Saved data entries

┌──

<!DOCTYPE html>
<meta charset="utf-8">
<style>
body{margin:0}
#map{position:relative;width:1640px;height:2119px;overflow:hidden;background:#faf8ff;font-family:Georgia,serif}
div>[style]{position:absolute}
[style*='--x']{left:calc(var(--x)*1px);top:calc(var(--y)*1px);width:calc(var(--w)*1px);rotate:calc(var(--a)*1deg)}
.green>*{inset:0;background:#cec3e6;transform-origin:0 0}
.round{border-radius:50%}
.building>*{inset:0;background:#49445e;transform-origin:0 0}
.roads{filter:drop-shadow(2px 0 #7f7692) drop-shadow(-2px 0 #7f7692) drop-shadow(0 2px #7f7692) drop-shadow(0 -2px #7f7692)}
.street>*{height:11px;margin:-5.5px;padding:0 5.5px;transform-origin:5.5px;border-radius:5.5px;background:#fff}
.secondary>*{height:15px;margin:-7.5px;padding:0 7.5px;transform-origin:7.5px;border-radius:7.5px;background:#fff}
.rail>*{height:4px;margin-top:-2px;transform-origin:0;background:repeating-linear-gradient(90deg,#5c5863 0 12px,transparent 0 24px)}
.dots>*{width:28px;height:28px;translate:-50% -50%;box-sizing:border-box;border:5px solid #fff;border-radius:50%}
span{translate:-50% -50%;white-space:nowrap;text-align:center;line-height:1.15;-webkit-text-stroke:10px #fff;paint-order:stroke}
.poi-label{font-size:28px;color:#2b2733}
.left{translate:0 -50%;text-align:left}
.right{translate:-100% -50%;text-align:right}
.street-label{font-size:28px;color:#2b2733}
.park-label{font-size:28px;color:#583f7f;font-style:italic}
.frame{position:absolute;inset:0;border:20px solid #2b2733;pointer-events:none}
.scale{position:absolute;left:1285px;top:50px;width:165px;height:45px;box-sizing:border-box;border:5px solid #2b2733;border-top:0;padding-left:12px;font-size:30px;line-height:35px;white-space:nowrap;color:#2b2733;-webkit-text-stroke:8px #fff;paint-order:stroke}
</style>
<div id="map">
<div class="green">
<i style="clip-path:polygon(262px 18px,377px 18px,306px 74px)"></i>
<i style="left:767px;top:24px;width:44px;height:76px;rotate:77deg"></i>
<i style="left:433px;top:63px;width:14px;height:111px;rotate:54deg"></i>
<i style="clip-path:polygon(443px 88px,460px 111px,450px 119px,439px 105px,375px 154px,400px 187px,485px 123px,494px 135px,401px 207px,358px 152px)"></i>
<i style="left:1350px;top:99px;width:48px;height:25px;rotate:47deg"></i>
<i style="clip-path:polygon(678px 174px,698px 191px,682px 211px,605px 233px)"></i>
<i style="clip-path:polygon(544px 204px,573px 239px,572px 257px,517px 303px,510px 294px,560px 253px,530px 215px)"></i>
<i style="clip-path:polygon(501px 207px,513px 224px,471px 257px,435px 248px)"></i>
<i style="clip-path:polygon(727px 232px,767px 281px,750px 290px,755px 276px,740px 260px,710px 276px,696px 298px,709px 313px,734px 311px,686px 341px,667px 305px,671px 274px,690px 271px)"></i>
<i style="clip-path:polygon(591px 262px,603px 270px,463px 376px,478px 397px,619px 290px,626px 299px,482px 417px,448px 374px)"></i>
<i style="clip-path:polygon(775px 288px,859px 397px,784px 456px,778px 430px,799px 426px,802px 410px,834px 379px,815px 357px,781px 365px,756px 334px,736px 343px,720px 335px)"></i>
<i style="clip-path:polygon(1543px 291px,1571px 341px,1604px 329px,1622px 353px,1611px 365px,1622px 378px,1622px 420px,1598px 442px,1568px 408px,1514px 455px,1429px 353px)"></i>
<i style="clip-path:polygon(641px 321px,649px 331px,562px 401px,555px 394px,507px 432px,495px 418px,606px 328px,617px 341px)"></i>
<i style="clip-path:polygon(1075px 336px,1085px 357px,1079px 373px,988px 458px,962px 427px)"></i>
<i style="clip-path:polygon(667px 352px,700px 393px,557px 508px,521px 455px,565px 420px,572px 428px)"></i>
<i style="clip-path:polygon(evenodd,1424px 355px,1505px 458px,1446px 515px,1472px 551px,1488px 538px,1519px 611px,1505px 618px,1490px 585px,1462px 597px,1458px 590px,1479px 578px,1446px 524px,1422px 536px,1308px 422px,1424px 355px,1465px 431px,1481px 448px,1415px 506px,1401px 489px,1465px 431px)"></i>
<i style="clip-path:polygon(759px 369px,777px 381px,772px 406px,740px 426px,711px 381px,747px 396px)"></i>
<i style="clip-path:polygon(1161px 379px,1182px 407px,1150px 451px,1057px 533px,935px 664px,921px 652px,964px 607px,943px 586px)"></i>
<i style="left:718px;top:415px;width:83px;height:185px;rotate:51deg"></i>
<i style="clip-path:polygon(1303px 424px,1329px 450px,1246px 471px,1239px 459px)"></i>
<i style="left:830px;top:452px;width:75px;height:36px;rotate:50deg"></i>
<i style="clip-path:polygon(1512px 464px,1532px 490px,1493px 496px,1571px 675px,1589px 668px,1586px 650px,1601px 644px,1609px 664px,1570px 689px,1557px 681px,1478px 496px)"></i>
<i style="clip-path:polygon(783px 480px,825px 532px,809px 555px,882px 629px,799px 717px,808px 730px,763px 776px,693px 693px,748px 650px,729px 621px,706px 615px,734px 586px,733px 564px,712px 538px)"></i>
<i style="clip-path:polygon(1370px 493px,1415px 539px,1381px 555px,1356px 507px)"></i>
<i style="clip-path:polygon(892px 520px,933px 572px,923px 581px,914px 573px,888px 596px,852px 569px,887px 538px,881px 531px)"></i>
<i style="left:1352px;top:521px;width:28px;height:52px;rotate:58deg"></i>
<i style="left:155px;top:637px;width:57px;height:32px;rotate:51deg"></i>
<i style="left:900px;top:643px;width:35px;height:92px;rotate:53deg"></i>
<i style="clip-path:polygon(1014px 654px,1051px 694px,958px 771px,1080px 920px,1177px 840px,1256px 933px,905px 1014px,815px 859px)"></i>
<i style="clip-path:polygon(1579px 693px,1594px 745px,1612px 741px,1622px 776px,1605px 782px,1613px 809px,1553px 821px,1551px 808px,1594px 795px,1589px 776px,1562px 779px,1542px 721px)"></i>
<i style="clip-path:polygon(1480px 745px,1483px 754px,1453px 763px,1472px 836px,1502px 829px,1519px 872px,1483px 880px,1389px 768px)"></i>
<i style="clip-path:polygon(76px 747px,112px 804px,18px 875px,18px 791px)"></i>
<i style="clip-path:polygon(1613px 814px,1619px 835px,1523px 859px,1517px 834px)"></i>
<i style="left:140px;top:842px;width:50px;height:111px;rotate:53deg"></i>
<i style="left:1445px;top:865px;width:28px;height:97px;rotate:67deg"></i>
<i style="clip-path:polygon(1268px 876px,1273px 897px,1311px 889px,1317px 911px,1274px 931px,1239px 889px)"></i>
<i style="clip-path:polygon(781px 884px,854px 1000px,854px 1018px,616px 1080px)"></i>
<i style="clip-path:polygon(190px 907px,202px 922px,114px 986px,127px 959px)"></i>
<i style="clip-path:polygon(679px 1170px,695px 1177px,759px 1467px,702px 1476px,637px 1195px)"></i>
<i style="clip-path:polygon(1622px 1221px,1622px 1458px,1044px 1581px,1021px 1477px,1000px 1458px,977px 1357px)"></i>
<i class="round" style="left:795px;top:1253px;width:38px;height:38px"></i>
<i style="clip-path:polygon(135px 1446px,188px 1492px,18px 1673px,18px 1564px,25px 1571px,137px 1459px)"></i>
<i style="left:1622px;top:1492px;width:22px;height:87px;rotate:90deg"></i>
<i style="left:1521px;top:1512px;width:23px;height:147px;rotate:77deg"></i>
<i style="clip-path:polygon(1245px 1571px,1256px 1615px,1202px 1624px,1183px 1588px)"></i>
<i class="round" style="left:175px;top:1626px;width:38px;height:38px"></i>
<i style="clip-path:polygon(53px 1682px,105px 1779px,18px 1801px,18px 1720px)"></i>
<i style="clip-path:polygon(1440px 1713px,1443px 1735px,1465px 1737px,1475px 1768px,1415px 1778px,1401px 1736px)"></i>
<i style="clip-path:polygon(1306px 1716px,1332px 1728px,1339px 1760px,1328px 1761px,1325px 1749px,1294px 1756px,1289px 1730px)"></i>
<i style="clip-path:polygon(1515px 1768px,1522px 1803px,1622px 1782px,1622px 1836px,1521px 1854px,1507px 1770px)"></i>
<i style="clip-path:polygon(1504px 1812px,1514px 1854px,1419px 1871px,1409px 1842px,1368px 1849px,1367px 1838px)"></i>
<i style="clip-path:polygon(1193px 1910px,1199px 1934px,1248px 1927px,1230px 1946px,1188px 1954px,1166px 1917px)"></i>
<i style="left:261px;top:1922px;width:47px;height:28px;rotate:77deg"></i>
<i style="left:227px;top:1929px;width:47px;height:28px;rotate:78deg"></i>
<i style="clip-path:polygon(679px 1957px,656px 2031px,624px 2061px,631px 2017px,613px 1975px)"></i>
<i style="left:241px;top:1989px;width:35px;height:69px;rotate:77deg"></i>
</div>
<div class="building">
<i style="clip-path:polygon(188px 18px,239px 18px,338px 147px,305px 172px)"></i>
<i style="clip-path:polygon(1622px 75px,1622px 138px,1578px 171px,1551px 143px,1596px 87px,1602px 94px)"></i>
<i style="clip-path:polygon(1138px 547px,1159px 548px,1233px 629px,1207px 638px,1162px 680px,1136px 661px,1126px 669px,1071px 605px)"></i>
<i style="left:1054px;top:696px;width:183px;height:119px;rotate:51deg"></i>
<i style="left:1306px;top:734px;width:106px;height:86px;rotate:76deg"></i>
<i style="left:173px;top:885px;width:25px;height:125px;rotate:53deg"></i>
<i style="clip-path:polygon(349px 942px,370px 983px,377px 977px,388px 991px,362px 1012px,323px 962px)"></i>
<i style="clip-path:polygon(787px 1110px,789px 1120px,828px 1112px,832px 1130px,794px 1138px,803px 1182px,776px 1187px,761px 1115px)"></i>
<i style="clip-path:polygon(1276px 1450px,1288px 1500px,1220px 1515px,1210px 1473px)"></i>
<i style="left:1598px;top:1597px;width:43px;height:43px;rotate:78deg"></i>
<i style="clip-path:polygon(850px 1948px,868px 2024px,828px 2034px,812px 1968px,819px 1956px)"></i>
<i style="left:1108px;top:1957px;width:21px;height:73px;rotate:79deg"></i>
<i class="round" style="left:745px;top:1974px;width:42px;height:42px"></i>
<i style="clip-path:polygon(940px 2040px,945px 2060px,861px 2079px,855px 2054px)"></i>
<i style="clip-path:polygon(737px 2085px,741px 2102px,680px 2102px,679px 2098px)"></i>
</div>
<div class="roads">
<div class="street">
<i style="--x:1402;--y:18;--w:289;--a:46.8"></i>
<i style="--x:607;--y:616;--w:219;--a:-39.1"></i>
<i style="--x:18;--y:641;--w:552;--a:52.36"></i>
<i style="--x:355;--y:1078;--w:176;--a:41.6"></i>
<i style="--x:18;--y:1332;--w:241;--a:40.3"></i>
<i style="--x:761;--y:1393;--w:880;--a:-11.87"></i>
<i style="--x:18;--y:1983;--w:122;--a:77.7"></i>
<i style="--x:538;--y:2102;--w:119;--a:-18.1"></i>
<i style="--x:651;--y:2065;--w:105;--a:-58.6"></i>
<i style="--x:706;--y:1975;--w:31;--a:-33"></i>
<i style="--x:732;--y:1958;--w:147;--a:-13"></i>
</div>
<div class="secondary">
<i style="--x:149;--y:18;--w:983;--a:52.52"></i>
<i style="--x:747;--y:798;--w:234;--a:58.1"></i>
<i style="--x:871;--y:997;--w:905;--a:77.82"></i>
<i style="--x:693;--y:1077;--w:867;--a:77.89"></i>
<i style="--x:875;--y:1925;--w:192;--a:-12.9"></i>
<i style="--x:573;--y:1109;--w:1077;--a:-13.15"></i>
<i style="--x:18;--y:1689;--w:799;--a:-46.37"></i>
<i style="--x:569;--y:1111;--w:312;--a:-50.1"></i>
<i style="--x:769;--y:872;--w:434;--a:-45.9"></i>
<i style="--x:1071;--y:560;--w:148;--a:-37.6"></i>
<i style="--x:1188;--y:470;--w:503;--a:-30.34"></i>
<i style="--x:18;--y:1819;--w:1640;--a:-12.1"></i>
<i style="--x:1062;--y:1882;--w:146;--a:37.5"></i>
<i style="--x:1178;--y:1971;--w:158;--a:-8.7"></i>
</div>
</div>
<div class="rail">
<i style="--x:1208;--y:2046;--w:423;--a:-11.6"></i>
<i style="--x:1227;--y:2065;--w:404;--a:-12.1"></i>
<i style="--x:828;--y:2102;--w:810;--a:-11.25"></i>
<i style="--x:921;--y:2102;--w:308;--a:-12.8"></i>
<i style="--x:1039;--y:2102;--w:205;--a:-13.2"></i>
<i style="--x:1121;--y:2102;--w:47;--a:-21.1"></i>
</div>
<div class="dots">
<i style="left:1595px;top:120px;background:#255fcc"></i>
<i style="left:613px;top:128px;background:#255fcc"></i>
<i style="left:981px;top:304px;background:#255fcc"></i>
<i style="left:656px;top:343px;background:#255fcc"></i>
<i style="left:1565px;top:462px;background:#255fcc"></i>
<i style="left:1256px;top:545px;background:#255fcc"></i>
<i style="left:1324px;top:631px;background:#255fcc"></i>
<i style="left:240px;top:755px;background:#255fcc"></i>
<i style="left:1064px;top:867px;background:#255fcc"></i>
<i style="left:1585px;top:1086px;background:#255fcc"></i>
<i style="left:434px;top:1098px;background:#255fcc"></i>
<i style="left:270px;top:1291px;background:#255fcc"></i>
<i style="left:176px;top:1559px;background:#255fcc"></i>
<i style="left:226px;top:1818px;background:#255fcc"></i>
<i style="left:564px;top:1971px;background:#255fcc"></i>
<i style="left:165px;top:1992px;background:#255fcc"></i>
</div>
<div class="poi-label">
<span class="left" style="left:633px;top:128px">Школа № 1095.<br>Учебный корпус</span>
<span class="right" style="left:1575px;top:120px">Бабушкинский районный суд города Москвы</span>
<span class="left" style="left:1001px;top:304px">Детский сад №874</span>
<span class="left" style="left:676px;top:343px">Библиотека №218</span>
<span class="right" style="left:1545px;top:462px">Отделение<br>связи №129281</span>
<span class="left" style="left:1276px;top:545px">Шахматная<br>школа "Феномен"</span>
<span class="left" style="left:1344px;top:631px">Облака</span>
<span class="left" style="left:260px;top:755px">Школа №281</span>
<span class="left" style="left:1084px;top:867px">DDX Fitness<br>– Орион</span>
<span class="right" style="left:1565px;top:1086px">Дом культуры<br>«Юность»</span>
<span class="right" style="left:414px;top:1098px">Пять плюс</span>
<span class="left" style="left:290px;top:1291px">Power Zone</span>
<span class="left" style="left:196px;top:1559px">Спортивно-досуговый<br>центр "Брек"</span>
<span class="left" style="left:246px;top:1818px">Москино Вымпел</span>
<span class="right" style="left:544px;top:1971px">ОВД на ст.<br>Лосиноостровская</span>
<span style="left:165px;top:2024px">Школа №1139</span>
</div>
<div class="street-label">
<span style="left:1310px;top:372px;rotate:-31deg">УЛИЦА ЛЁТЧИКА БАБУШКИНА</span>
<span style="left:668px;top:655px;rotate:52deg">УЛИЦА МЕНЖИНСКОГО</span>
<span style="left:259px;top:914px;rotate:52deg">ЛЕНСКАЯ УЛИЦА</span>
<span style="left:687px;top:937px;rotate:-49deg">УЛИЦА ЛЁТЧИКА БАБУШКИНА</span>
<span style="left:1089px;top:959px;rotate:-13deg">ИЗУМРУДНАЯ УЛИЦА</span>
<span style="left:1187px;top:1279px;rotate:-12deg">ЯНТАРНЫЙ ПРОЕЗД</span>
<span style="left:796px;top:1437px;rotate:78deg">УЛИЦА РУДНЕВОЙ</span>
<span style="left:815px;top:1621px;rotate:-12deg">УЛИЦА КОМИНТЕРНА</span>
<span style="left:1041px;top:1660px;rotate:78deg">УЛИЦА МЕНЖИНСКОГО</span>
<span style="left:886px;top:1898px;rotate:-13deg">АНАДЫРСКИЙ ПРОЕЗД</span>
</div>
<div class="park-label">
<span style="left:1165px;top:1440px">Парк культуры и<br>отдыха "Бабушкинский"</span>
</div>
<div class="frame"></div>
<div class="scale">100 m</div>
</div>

└──

◆ Exercise
Show me all lines in the records that contain "green".

◆ Solution
.green>*{inset:0;background:#cec3e6;transform-origin:0 0}
<div class="green">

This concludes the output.